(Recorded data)
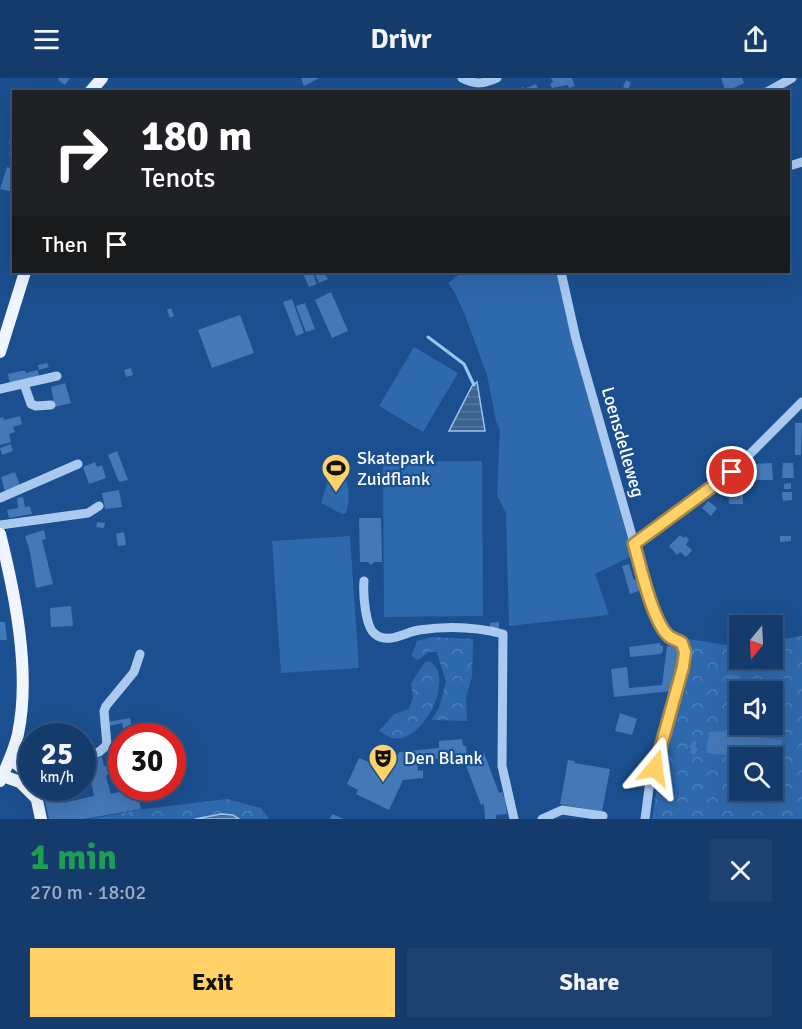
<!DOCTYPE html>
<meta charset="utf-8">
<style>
body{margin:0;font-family:Signika,sans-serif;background:#1d4271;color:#f1f3f6;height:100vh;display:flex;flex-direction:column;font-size:22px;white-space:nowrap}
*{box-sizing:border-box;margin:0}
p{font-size:20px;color:#9dadc1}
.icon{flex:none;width:33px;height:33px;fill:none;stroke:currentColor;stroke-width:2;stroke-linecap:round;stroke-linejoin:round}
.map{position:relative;height:741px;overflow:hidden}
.side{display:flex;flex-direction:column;background:#143b6b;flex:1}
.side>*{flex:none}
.guide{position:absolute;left:12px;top:12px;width:778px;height:183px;border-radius:0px;box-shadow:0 6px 24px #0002,0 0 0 2px #33557e;background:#202124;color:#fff;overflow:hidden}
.needle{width:39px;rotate:198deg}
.buttons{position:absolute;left:729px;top:537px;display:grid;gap:12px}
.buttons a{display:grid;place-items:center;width:54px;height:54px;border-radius:0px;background:#143b6b;box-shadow:0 6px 24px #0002,0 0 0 2px #33557e;font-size:30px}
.speed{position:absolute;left:18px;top:645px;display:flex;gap:12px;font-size:30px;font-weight:700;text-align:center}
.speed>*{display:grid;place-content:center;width:78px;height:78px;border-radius:50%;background:#143b6b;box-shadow:0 6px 24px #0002,0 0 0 2px #33557e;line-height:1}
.speed small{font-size:15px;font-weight:400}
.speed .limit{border:9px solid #d22;background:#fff;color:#111}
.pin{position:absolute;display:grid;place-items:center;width:51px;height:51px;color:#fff;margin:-26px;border:3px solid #fff;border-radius:50%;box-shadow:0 2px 6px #0007}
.me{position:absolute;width:66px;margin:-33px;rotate:16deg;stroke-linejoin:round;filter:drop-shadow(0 0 4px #0008)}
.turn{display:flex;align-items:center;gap:21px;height:126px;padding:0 30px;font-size:27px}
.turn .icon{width:78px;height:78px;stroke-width:2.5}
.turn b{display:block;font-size:42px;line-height:51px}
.then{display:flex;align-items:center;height:57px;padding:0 30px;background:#0003;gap:12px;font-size:22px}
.round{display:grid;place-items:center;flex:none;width:63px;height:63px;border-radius:0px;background:#1d4271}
.overview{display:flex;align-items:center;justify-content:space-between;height:102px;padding:0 30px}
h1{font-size:36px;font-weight:700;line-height:45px;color:#1e9e55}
.button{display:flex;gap:12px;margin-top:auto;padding:12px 30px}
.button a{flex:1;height:69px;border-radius:0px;background:#ffd166;color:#111;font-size:24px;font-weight:700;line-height:69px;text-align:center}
.button a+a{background:#1d4271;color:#f1f3f6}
header{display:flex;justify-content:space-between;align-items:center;height:78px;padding:0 30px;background:#143b6b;font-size:27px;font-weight:700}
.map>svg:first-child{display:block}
.grass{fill:#2e69ad}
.park{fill:url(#park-crowns);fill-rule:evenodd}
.water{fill:url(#water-rules);stroke:#9cc4f0;stroke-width:1.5}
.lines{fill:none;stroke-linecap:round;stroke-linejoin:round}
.stream{stroke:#9cc4f0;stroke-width:3}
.building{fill:#4478b7}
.minor{stroke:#a9c9ee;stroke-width:9}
.major{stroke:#f0f6ff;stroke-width:12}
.route-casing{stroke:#a68842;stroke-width:15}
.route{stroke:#ffd166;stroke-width:10}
.labels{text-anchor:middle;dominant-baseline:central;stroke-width:4.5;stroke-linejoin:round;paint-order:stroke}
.street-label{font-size:18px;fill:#fff;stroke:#1b4f8f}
.poi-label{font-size:18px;fill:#fff;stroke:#1b4f8f;text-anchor:start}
</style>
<header><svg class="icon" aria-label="menu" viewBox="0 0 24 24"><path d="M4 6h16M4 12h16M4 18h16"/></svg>Drivr<svg class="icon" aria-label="share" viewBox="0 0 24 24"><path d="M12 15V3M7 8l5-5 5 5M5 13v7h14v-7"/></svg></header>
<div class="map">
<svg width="802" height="741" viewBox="0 0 802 741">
<defs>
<pattern id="park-crowns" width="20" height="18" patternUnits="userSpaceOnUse" patternTransform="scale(1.5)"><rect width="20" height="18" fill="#2e69ad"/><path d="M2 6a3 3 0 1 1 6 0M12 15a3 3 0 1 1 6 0" fill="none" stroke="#4d80b9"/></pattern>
<pattern id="water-rules" width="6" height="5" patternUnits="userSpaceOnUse" patternTransform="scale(1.5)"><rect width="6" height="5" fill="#3c6290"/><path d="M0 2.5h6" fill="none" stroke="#597aa1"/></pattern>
</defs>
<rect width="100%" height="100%" fill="#1b4f8f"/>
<path class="grass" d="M462 194H557L632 478 595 496 609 537 509 548 506 435 497 417 500 352 496 343 487 297 465 237 455 215 448 205Z
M414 269 458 295 423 354 379 328Z
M482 383 483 538 384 539 383 384Z
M342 400 346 402C350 413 349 425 346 435L342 436 321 425 328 403Z
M350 458 359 590 281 595 272 463Z"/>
<path class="park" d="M802 558V741H652L659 698 685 611 690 567 688 561 739 569 740 580H772L773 563ZM740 614H772V646H740ZM740 680H772V712H740Z
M432 559 473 561 472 599 466 619 467 643 431 642 439 630 446 604 437 574H429L418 582 411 578 417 563Z
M430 583C456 599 423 667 392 660 388 659 383 655 379 653L394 636 409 631 413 619 411 605 425 584Z
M227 721 261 730 269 741H90L144 731Z"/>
<path class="water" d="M477 304 485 353H449L472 308Z
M221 736 233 737 239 741H195Z"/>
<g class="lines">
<path class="stream" d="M428 259 464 286 474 307"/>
</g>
<path class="building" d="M59 0H70L65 7 58 2Z
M301 0H319L304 8Z
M551 0H572L575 8 569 10 568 7 552 10 550 6 553 4Z
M721 0H742L744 5 726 14Z
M626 2 631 5 628 11 623 9Z
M536 6 539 14H513L523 9 524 11Z
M10 61 14 62V78L9 77 12 67 9 66Z
M7 89 14 91V114L0 111Z
M302 194H312L317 206 309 209Z
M314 194H324L328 201 319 205Z
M331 214 348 253 332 260 315 222Z
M292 221 304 255 296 258 283 224Z
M305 225 315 251 306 254 296 228Z
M171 230 174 238 170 240 167 232Z
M240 237 254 275 212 290 198 252Z
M47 285 49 289 39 292 38 287Z
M131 290 133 297 126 299 124 292Z
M38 292 39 299 10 307 8 296 21 293H25L26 295Z
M65 305 71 325 55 329 51 309Z
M20 338 22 346 13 349 15 354 9 356 11 364 0 367V340L3 339 4 342Z
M795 345H802L801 377H795Z
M11 366 13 373 2 377 0 370Z
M117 373 128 402 119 404 108 377Z
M95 384 97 389 102 387 106 400 89 406 83 389Z
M772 385 773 402H752L751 386Z
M783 385H793L794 400H782Z
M15 394 20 408 5 414 1 399Z
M791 405V411H784V406Z
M743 409V426H729L728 410Z
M119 412 122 429 105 431 102 415Z
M782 414H792V422L783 423Z
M23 419 25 429 30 428 32 436 9 440 7 432 18 430 17 420Z
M708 423 717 430 711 438 702 430Z
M359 440H381L382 484H374L371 487 368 484H360Z
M97 444 105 445 104 450 96 449Z
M44 452 46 461 42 462 53 506 36 510 30 474 25 458Z
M124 454 126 467 118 468 116 456Z
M680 457 684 460 685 458 689 461 686 467 692 472 686 479 680 474 677 477 669 468Z
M780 458H791V463L780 464Z
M629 486 634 502 638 500 642 512 630 516 622 488Z
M71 528 73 548 51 549 50 530Z
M0 544H5L7 562H0Z
M499 544V550H490V545Z
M660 565V567L663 568V573L661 576 630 579 629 569Z
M667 568 680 569 672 613 614 619 611 591 627 589 629 610 662 607Z
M728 597 740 598 739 605H728Z
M620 635 637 641 632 657 615 653Z
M130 640 134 658H125L122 645 109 648 108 644Z
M63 647 64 658H49L50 648Z
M725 653 746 658V657L781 662 779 683H772V680H740V683L734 682 735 678 706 675 709 654Z
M462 661 463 668H466L467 678 417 683 418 693 423 692V700L403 702 389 732 356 716 358 712 347 706 359 680 371 685 376 673 386 678 399 676V674L439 670V663Z
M122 663V699L119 694 106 697 107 702 111 716 124 713 123 710H136L141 731 84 741H49L42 710H59L63 725 94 718 89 694 82 696V684L102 679 104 688 117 685 113 665Z
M694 663 697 665 695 668 698 671 694 677 690 674 692 671 689 669Z
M484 675 499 715 502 714 505 722 507 736 496 737V741H485L484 726 481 727 464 682Z
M568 682 575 683V685L610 691 602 734 560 726Z
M332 736 344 741H330Z"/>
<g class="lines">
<path class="minor" d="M462 0C475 7 484 6 497 0
M767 14 792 0
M789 88 802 84
M561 194 576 261 650 521C655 532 659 549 668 557 674 562 680 562 685 568L683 589 649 710 645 741
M24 306 31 326 36 328 51 327
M0 311 57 298
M0 420 78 386
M0 447 88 435 99 428
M634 466 732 394 802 324
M364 503C363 515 365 549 375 556 388 567 405 554 419 552 446 548 477 549 503 556L502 688 514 741
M82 678 99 674 107 667 104 633 106 628 134 594 140 576
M542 741 562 732 603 738"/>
<path class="major" d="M90 14 102 0
M0 274 25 194
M0 456C15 516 31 594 18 656 14 673 7 688 0 703
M10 681 27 694 32 700
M3 698 20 704 36 720
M35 713 41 741"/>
</g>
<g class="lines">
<g class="route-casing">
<path id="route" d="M655 690 683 589 685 574 682 565C678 562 673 561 670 559 653 547 640 486 634 466L732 394"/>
</g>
<use href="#route" class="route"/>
</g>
<defs>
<g id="stadium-pin" transform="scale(1.5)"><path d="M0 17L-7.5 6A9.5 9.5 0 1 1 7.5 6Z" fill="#ffd166" stroke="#1b4f8f"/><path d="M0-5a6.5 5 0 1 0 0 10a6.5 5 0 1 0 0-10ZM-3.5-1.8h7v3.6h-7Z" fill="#111"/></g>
<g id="theatre-pin" transform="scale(1.5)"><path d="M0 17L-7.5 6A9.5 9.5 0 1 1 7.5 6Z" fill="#ffd166" stroke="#1b4f8f"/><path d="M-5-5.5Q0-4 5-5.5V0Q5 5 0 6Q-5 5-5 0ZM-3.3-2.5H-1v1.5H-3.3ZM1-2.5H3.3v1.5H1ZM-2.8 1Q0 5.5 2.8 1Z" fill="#111"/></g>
</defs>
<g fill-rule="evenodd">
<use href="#stadium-pin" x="336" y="390"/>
<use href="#theatre-pin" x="383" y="680"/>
</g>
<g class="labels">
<g class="street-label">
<text transform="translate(623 364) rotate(74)">Loensdelleweg</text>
</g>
<g class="poi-label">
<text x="357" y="380">Skatepark<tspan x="357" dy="21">Zuidflank</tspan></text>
<text x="404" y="680">Den Blank</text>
</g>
</g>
</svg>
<div class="buttons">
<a><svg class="needle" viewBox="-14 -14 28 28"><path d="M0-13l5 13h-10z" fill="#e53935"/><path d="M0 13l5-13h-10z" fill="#9dadc1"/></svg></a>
<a><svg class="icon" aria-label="sound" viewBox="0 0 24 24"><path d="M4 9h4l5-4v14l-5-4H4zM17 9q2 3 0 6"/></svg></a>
<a><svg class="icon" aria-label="search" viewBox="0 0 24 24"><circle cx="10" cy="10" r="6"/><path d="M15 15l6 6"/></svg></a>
</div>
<div class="speed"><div>25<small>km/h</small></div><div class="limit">30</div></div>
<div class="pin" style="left:732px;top:394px;background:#d93025"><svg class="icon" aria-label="arrive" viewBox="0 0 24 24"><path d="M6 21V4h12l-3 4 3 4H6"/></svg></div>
<svg class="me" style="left:655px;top:690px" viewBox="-20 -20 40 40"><path d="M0-17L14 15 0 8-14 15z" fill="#ffd166" stroke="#fff" stroke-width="4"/></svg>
<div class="guide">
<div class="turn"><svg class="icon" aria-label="right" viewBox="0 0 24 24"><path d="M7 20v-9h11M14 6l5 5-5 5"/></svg><div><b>180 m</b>Tenots</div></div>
<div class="then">Then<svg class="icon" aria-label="arrive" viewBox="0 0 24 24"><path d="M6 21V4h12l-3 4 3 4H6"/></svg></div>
</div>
</div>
<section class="side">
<div class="overview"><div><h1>1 min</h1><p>270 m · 18:02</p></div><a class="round"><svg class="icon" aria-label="close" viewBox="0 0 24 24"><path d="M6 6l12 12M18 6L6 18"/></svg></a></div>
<div class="button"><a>Exit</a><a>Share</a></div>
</section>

- Problem requirements
Copy every line from the records above that contains the word "buttons".

- Response below
.buttons{position:absolute;left:729px;top:537px;display:grid;gap:12px}
.buttons a{display:grid;place-items:center;width:54px;height:54px;border-radius:0px;background:#143b6b;box-shadow:0 6px 24px #0002,0 0 0 2px #33557e;font-size:30px}
<div class="buttons">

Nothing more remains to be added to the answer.